You can find out more about Google’s position on privacy as regards its analytics service at http://www.google.com/policies/privacy/ 

 

Third Party Cookies

These are cookies set on your machine by external websites whose services are used on this site. Cookies of this type are the sharing buttons across the site allow visitors to share content onto social networks. Cookies are currently set by LinkedIn, Twitter, Facebook, Instagram and YouTube. In order to implement these buttons, and connect them to the relevant social networks and external sites, there are scripts from domains outside of our website. You should be aware that these sites are likely to be collecting information about what you are doing all around the internet, including on this website.

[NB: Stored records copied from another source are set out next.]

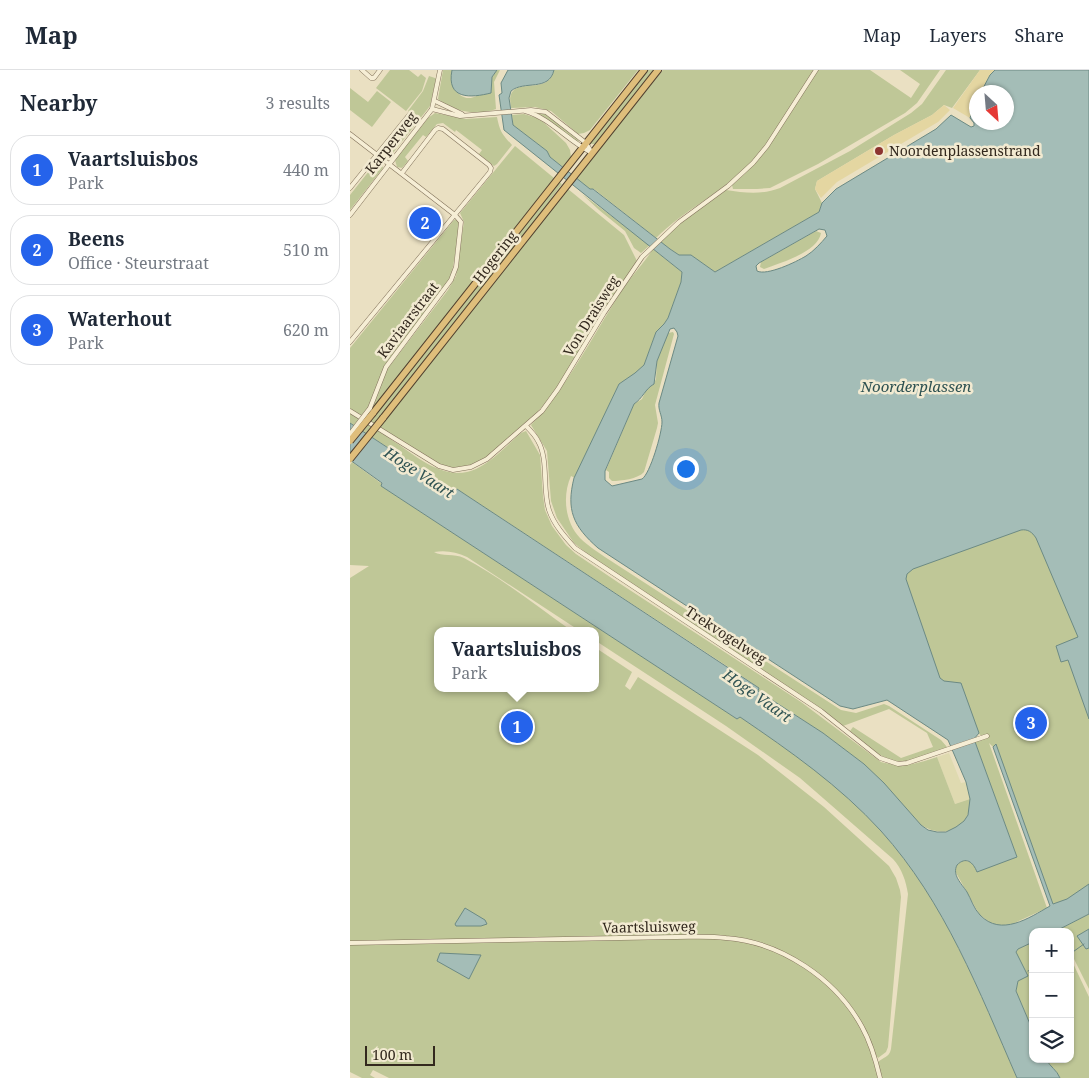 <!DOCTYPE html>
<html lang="en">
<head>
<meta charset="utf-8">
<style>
  :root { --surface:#fff; --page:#f6f6f7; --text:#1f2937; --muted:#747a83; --line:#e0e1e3; --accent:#2563eb }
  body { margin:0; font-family:"Noto Serif",serif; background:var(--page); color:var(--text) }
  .controls { position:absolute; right:15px; bottom:15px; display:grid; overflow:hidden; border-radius:10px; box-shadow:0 1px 4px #0004 }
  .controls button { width:45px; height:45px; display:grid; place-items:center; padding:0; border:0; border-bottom:1px solid var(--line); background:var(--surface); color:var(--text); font:25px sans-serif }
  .compass { position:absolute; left:619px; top:15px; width:45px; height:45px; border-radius:50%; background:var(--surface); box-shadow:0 1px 4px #0004; rotate:154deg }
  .scale { position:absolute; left:15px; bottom:12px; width:70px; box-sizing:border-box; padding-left:5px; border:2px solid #33291e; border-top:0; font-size:14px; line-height:18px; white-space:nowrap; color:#33291e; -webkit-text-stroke:4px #f2ead1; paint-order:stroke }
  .you { position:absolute; left:335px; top:398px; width:18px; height:18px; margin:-12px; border:4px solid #fff; border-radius:50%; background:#1a73e8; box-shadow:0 0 0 8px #1a73e833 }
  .badge { display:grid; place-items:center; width:32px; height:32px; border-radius:50%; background:var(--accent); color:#fff; font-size:16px; font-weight:700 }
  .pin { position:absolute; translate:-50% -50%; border:2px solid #fff; box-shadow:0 1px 5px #0006 }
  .popup { position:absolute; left:84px; top:557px; width:165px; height:65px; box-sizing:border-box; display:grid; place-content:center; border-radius:10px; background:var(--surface); filter:drop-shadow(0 1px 4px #0005); font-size:16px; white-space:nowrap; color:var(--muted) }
  .popup b { font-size:19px; color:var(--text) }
  .popup::after { content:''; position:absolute; left:50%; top:100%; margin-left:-10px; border:10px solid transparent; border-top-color:var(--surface) }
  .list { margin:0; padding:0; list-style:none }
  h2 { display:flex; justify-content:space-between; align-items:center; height:65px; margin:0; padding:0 20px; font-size:21px }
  h2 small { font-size:16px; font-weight:400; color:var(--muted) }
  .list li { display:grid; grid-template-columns:32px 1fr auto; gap:15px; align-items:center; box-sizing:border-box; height:70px; margin:0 10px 10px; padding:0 10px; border:1px solid var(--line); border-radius:20px }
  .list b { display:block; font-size:19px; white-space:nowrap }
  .list p { margin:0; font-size:16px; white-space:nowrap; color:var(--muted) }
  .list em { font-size:16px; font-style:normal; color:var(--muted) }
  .icon { flex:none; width:28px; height:28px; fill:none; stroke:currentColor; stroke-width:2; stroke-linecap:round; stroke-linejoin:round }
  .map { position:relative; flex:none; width:739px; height:1008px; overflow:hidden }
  header { display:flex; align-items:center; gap:30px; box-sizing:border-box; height:70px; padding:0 25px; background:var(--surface); border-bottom:1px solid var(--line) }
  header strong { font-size:24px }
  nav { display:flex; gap:28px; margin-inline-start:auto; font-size:18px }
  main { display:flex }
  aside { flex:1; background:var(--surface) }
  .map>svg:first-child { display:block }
</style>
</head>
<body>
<header>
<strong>Map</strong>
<nav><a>Map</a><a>Layers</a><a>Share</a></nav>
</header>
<main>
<aside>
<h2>Nearby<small>3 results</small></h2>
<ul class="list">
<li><span class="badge">1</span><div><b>Vaartsluisbos</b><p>Park</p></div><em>440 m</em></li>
<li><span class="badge">2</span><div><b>Beens</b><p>Office · Steurstraat</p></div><em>510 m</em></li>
<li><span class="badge">3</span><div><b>Waterhout</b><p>Park</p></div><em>620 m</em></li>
</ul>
</aside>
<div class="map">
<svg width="739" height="1008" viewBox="0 0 739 1008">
  <rect width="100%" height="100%" fill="#eae0c2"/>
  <path fill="#dfdab0" d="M599,683L611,713L616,712L620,729L605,734L587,687Z"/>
  <g fill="#bfc797">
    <path d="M40,0H59L68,7L71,4L76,8L72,21L56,41L26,18Z"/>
    <path d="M93,0H102C99,15 111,36 128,25C137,18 141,8 147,0H150L144,12L146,39C129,46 103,42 88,29Z"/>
    <path d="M204,0H288L240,60L234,63L228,64L201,41L185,37L161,38C154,0 198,30 204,0Z"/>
    <path d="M297,0H304L245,74H242L240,73L242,69Z"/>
    <path d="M313,0H464C445,30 426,66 402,92C374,122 335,139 306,168L244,119H240L226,108Z"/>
    <path d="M468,0H520L561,28L570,14L550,0H590L567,33L555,43L468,94L420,118L407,119H383L382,115C416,89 444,36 468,0Z"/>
    <path d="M596,0H630L602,38L594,35L582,45L544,65L467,111L465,119L472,133L469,142L365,202L341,185H329L310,172L326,156L376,120C395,123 412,125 430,118L500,81L561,43L572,34Z"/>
    <path d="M79,6L85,8L86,9L80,36L39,88H37L31,82L56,52L61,44L58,41L73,21Z"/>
    <path d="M0,18L18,32L27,21L41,32L22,57L0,40Z"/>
    <path d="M189,42L196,44L229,71L227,73L188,43Z"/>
    <path d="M85,43L116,49L147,47C150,62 152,64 162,75L147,94L144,96L129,84L132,80L106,60L105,62L93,53L87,54L76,67L73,65L55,87L58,91L52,98L47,97L45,90L78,48Z"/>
    <path d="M174,44L190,49L216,73L220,80L221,87L213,97L199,87L197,81L163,55L162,45Z"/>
    <path d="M165,76L204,108L21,341L35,302L98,220L106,206L113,158L114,152L110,143Z"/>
    <path d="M27,91L32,95L33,98L0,140V125Z"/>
    <path d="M209,112L212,114L171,169L24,355L19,352Z"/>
    <path d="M218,119L274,165L287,191L200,328L190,339L175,356L128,394L106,399L94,397L29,358Z"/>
    <path d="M232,124L300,175L291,183L284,178L275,161L249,140Z"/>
    <path d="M104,150H107L110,153L104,191L101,207L98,213L36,293L19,338L12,347L0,339V278Z"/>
    <path d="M466,161L471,163C468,182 430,193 414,199L410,197L411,192Z"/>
    <path d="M303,179L332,202L331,212L318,248L314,254L306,262L294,295L285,304L269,314L225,408L221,406C212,426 215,452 230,468C238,476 249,483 258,489L491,640L506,643L534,634L539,636L591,670L597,677L596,679L556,692C533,693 517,675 500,661L503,657L551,688L583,677L577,663L539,639L493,656L472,640L241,487L224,473L207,448L201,431L197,381L181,355C217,317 241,269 269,225C279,208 293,195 303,179Z"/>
    <path d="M323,262L324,264L305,335L308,353L307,358L294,402C288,409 271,411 262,411L259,408V402L256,400L284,334L292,329L297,318L303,315L306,309L307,291L318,263Z"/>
    <path d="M0,342C14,351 28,360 42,370C66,386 95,413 126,399C143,391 157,375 171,363L176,361L190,385L193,426L195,440L202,456L216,475L226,484L269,513L451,632L531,692C553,698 566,694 587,687L605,734L620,729C622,758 594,770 571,755L534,714L514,694L473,663L408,621L409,618L389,604L116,425L107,419L105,421L0,353Z"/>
    <path d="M2,392L32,414L31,416L387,649L390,647C440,681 490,715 531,761C595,832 629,921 667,1008H532L528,992C533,987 539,988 541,979L558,824C556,811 552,799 543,789L450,708L376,656L246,571V561H230L117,487C106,482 96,480 84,482C92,487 104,483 114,488C152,508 186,536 222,561H88V618H246V578L282,602L275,616L280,620L288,607L408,685L474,737L539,796L546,808L550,820L551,827L538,977L536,982L528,988L517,971L529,1008H39L23,1000L20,1005L25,1008H12L0,1002V508L19,496L0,495V395Z"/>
    <path d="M682,454L730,568L739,642V816L718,830L703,836L644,677H643L639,673L697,838L658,856H648L639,852L629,844L605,801L607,795L613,790L621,792L625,796L667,787L625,672L634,668L628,663L591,613L550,501Z"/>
    <path d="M739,844V859L728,866L736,879L739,878V919L720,881V862H711L710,859Z"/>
    <path d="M683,872V961L666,921L668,911L671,909L666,882L668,879Z"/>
    <path d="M720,887L739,927V1008H710C707,1000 700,997 696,989H720Z"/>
  </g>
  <g fill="#e4d6a1">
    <path d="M630,0H645L640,5L631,22H626V32L620,48L603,38Z"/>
    <path d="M594,35L600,40L588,52L487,112L471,128L465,119L467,111L544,65L582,45Z"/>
  </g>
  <g fill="#a4bdb7" stroke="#6c8a84" fill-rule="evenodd">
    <path d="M102,0H147L142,7L141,23C121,28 96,30 102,0Z"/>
    <path d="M158,0H204C199,22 174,10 161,21L159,28L163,55L197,81L200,87L240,119H243L320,179L329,185H341L365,202L469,142L472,133L486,119L586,59L601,45L621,57L624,56V53L620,48L626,32V52H656V22H631L640,5L645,0H739V649L718,590L711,592L706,576L728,567L686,468C682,462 678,459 671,460L563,499L557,504L556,509L590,608L594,611L611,613L629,663L624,669L667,787L627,802C623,792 616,786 607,795C602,805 611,813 617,822C621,829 624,839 630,845C651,867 679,848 700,836L643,677L646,674L703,834L717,829L739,814V844L704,862H683V872L668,879L666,882L678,906L668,911L666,921L683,961V989H696C700,997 707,1000 710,1008H667C629,921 595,832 531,761C490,716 440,681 390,647L387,649L31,416L32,413L0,390V353L104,421L107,419L116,425L409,618L408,621L473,663L514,694L534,713L571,755L578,760L587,762H596L606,757L614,751L618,745L620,729L616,712L598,670L537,630L503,639L490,636L248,478C223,456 216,440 224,408L269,314L285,303L294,295L306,262L314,254L318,248L331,212L332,202L154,60L149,25L152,23L151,13ZM469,159L475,160L477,166C471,173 464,181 456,186C446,192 417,206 407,201L406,196L409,193ZM324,258L327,262L328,266L309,333C308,340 312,345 312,352C312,363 300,404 292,409L262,416L255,410V401L284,334C293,328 295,319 304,314L307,291L320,259Z"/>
    <path d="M115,838L135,850L137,854L131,856H106L105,854Z"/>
    <path d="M739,859V878L736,879L727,866Z"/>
    <path d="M90,883L131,885L119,909L87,891Z"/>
  </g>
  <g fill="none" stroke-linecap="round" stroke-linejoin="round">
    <g stroke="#6c8a84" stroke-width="1">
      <path d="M720,884L734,874"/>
      <path d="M678,901L683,899"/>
    </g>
    <g stroke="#82725b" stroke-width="5">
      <g id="minor">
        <path d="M12,0L21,8H24L30,0"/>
        <path d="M85,31L112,44"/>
        <path d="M82,39L110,46L181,40L196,42L236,73L242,83"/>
        <path d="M175,41C200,48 218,71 242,83"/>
        <path d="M0,64L105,145L111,152L106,197L101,210L36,297L20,338"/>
        <path d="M0,118L60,44"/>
        <path d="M0,145L82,39L90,0"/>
        <path d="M0,272L140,102L141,98L139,95L93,59L88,58L85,60L52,103"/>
        <path d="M0,341L89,396L103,400L121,397L137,389L192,341L208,319L254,243L292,187L329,152L378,116L403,93L417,76L466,0"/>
        <path d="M176,356C180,360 185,365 188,371C199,390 192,419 199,440C204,455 215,467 225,478L471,641L530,688L548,694L557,693L637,666"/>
        <path d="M0,873L326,867C343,867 360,866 376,868C431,872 486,909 512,957C521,973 526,991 530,1008"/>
      </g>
    </g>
    <g stroke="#50402f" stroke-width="8">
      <g id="trunk">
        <path d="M23,343L294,0"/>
        <path d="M33,348L308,0"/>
      </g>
    </g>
    <use href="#minor" stroke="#f6eed5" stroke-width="4"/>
    <use href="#trunk" stroke="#dfbe7b" stroke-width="6"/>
    <g stroke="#82725b" stroke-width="5" stroke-linecap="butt">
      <path id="minor-bridge" d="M0,364L20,338"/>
    </g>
    <g stroke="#50402f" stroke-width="8" stroke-linecap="butt">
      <g id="trunk-bridge">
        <path d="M0,371L23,343"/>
        <path d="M0,389L33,348"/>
      </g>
    </g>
    <use href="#minor-bridge" stroke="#f6eed5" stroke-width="4"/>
    <use href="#trunk-bridge" stroke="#dfbe7b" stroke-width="6"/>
  </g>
  <circle fill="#8c3430" stroke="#f2ead1" stroke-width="2" cx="529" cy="81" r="5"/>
  <g text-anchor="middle" stroke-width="5" stroke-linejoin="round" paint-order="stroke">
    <g font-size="14" fill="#33291e" stroke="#f2ead1">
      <text transform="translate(41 73) rotate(-52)" y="5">Karperweg</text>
      <text transform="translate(145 187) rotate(-52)" y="5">Hogering</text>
      <text transform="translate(241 246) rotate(-58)" y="5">Von Draisweg</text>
      <text transform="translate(58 250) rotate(-53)" y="5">Kaviaarstraat</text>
      <text transform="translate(376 565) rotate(33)" y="5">Trekvogelweg</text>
      <text transform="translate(299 857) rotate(-1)" y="5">Vaartsluisweg</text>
    </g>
    <g font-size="14" fill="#33291e" stroke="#f2ead1" text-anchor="start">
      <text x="539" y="86">Noordenplassenstrand</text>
    </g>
    <g font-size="15" font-style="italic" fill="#2e5252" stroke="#f2ead1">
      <text x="566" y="322">Noorderplassen</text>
      <text transform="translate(69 403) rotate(33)" y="5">Hoge Vaart</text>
      <text transform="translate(407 626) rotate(35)" y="5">Hoge Vaart</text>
    </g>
  </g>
</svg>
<div class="controls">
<button>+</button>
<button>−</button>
<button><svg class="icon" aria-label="layers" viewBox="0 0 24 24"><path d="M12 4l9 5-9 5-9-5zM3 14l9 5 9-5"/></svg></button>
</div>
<svg class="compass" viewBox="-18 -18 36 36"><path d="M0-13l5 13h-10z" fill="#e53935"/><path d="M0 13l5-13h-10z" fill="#747a83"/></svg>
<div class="scale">100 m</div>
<div class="you"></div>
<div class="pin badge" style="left:167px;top:657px">1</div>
<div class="popup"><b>Vaartsluisbos</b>Park</div>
<div class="pin badge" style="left:75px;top:153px">2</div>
<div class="pin badge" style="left:681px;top:653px">3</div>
</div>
</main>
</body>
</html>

You should check the respective policies of each of these sites to see how exactly they use your information and to find out how to opt out, or delete, such information.

Third party content and linking to other websites

This website contains links to other NHS and non-NHS websites. This privacy policy applies to UCLH only.

Following a link to another website

When you go to another website, please read the privacy policy on that website if you want to know what it does with your information. UCLH does not pass on any of your personal information to other organisations without your consent.

When you come to the UCLH site from another website, we may get personal information about you from the other website. You should read the privacy policy of websites you visit that link you to UCLH if you want to know about this.

These policies will explain how they collect and use your personal information, and whether they pass this on to websites they link you to.

Third party website content

We may embed external content from third party websites such as YouTube and include cookies. This content is not published on our website. It is delivered using tools and services from third party sites that can be inserted into our site such as media players, RSS feeds and widgets. These websites may use cookies. Their content is subject to the privacy policy of the relevant third party provider and not ours.